Russia has accused Britain, France, and the United States of having attempted to “poison” the atmosphere of the latest round of the intra-Syrian negotiations.
Russian Foreign Minister Sergei Lavrov said on Friday that the three countries, which together recently drafted and put to a vote an anti-Syria resolution at the United Nations Security Council, sought to undermine the peace talks by “hurriedly” submitting the draft text at the 15-member Council.
Lavrov said that the measure was taken without any prior discussions and with the knowledge that it would be blocked.
Russia and China, two of the five permanent members of the Council, vetoed the resolution on February 28, when it was put to a vote.

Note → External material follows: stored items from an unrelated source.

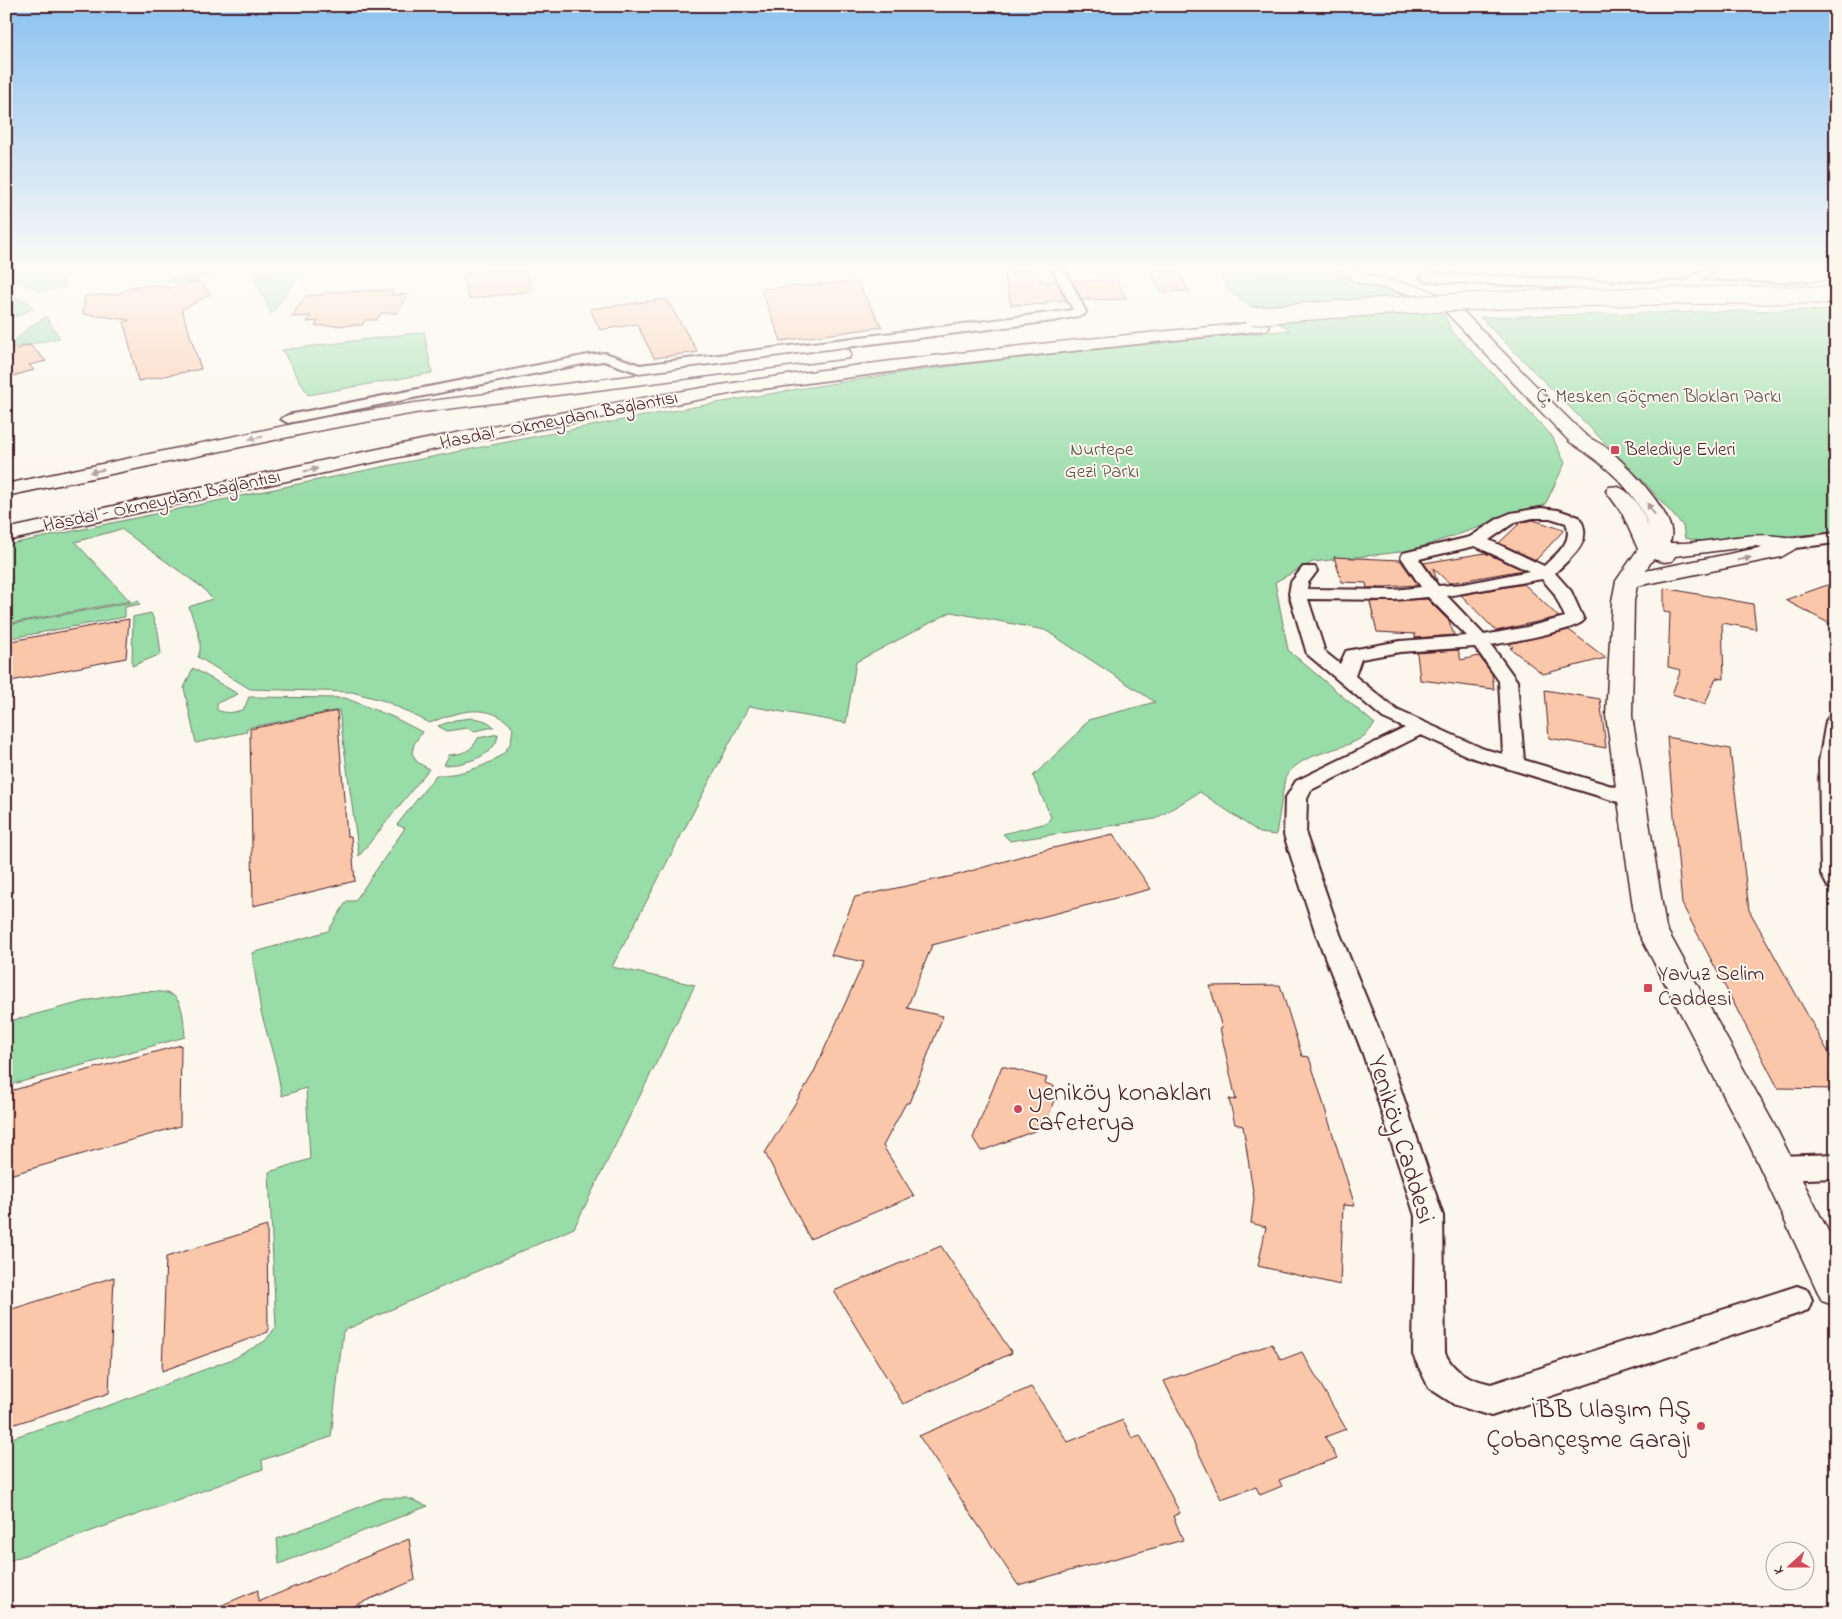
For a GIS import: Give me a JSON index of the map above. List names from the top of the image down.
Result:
{
  "streets": {
    "main road": ["Hasdal - Okmeydanı Bağlantısı"],
    "street": ["Yeniköy Caddesi"]
  },
  "parks": ["Ç. Mesken Göçmen Blokları Parkı", "Nurtepe Gezi Parkı"],
  "places": {
    "transit": ["Belediye Evleri", "Yavuz Selim Caddesi"],
    "other": ["yeniköy konakları cafeterya", "İBB Ulaşım AŞ Çobançeşme Garajı"]
  },
  "north": "left"
}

Lavrov said the authors of the motion “wanted the Security Council to split up” at a critical moment when the long-stalled, UN-backed peace talks were being re-launched.

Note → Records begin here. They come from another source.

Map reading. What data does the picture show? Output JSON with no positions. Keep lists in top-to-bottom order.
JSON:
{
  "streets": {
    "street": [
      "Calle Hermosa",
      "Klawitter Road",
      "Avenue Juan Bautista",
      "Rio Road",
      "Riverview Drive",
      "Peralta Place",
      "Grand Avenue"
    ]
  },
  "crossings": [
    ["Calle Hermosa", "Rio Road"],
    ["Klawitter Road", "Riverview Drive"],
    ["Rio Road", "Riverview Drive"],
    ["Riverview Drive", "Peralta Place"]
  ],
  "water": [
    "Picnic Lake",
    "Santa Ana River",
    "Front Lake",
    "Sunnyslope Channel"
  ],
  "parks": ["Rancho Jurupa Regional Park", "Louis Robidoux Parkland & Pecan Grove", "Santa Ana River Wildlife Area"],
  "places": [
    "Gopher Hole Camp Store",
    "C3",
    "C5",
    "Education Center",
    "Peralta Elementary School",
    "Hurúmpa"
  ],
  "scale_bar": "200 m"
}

The latest round of the UN-mediated intra-Syrian talks was held in the Swiss city of Geneva between February 23 and March 3. The talks, meant to find a solution to the conflict in Syria, had been stalled for a year.

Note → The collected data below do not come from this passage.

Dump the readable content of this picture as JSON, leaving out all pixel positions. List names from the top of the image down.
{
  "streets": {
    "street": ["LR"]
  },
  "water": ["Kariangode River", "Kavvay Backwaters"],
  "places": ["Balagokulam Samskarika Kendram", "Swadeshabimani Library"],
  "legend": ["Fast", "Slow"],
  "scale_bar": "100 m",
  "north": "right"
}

“The aim was not just divide the UN Security Council but to poison the atmosphere of intra-Syrian talks,” the top Russian diplomat emphasized.
The draft resolution would have blacklisted 11 Syrians, mainly military commanders, and 10 entities allegedly linked to at least three attacks involving chlorine gas in 2014 and 2015. It would also have banned the supply of helicopters to Damascus.
Elsewhere in his remarks, Lavrov said that any suspicion about the use of chemicals in Syria should be probed “thoroughly and impartially,” expressing Moscow’s readiness to cooperate with the Organization of the Prohibition of Chemical Weapons (OPCW) in that regard.
The Syrian government has denied using banned weapons in the conflict. In fact, under a deal brokered by Russia and the US back in late 2013, Damascus turned its arsenal of chemical weapons over to international experts, who shipped them out of Syria.
On Friday, after the conclusion of the UN-backed talks in Geneva, UN Special Envoy for Syria Staffan de Mistura said Syria’s warring sides had agreed on a “clear agenda” for the future.
The UN envoy said he was planning a new round of Syria peace talks in March.
A separate series of peace talks for Syria have been held by guarantor states Iran, Russia, and Turkey in Kazakhstan’s capital of Astana. The Astana talks complement the UN negotiations, and, most recently, they were hailed for helping end the one-year hiatus in the talks brokered by the world body.